第47章 距離
学校最寄駅に着き電車のドアが開くと、今まで詰まっていたものが一斉に酸素を求めて吐き出されるように、私たちも押されて外へ出された。
「おお……こりゃまた混んでたっスね……」
ふうと一息つき、改札を出てから黄瀬くんに声を掛ける。
「ごめんね、ありがとう」
「ごめんね、は余計っスよ」
そう言って黄瀬くんは私の手を握って歩き出した。
え、手を握って歩くの!?
するりと指が絡まって、恋人つなぎになる。
"あ、黄瀬君だ!"
"かっこいい!"
"いいな〜"
などと周りの女生徒からの黄色い声が聞こえてくる。
なんだか申し訳ない気持ちになって下を向いて歩いていると、急に顔を覗き込まれた。
「わっ、な、なに?」
「元気ないっスね、疲れちゃった?」
「う、ううん! 黄瀬くん注目浴びてるから、なんかね、恥ずかしくなって」
「良かった。怒ってるかと思ったっス」
「……何を?」
「電車で密着してるのをいい事に、みわの胸の柔らかさを堪能してたから」
「っちょ……!?」
まさかの、その発言。
む、胸!?
確かに、隙間なく敷き詰められた車内、これ以上にないくらい密着して。
「ぽよんとして気持ち良かったったなーって、アハハ、役得って事で許して」
「え、も、もう……っ」
「おう神崎、大丈夫か? まだ暫く休むかと思ってたが」
後ろからかけられたこの声は、森山先輩。
「おっ、おはようございます! ご迷惑をおかけしました……! もう大丈夫です。
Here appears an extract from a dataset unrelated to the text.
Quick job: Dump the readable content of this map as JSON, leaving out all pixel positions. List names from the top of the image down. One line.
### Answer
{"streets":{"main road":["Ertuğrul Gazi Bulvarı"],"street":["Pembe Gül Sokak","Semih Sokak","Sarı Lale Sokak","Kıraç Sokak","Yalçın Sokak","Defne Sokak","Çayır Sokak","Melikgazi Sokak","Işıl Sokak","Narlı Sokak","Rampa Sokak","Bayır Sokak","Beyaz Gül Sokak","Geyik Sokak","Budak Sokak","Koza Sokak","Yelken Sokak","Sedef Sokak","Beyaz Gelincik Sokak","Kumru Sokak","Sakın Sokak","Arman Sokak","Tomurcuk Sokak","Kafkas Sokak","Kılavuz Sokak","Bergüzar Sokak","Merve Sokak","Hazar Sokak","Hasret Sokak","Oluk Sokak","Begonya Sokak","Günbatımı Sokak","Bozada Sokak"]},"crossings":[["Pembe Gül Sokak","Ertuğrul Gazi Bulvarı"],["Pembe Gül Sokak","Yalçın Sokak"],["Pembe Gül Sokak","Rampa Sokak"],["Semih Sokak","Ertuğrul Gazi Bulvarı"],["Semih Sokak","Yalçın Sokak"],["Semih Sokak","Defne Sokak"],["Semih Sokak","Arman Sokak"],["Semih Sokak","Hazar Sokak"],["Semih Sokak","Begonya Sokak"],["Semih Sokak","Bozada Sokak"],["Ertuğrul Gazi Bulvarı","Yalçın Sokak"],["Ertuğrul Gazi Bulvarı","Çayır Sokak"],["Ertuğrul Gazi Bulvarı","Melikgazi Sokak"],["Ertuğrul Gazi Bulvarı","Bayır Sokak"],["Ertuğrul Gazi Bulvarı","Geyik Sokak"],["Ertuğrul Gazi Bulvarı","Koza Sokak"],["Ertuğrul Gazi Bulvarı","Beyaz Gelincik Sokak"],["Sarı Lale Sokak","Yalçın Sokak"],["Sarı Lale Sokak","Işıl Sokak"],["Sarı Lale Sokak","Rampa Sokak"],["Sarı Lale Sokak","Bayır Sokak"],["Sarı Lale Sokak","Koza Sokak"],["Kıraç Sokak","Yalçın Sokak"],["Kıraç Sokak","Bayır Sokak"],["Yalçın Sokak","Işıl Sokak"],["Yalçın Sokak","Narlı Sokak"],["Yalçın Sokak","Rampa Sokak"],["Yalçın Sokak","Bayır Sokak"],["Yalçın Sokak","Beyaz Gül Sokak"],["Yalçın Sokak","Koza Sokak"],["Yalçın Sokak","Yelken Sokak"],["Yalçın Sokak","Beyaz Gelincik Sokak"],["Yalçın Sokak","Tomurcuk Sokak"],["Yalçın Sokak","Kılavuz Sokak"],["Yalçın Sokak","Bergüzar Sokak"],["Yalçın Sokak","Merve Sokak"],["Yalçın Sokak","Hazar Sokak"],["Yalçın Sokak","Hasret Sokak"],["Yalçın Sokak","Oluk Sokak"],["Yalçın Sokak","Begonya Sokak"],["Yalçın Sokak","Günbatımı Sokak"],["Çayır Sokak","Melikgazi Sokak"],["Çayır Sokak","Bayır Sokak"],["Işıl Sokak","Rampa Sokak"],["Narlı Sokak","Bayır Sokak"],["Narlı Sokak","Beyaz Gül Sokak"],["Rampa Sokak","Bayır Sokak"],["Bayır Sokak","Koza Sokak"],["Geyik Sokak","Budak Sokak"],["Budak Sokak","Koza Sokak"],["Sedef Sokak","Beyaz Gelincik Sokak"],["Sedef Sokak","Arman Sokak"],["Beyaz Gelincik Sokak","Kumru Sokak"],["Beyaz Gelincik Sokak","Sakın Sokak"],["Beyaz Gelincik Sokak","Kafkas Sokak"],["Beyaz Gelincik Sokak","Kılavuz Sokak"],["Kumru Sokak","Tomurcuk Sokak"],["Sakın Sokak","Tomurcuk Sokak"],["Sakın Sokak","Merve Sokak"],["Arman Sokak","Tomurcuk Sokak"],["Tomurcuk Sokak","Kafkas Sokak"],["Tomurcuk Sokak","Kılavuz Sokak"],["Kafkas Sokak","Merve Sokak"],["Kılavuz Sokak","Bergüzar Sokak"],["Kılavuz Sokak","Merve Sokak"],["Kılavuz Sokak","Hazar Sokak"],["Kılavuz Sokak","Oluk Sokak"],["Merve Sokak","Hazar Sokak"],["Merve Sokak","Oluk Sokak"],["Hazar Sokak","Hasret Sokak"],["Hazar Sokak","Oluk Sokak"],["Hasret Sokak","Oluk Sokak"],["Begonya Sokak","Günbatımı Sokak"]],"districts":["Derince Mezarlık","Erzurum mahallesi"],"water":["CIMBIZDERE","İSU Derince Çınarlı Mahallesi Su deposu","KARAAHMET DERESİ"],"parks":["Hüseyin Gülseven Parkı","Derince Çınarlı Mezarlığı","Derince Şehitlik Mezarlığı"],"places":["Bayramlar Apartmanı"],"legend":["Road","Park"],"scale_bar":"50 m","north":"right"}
テスト終わったら部活にも出ます」
「無理すんなよー!」
森山先輩は走り出すと、前を歩いていた小堀先輩に声をかける。
私たちに気付いた小堀先輩が軽く手を上げてくれたので、会釈で返した。
ああ、帰ってきた。
いつもの、学校生活だ。
ホッとした気持ちになって、肩に入っていた力が抜けるのを感じた。
ギュッと手を握ると、温かい手が握り返してくれるのを感じて、胸が熱くなる。
それに対して、頬を叩く風は冷たさを増してきている。
校内では、紅葉の時期を待ち侘びた木々達が色付く準備を始めていた。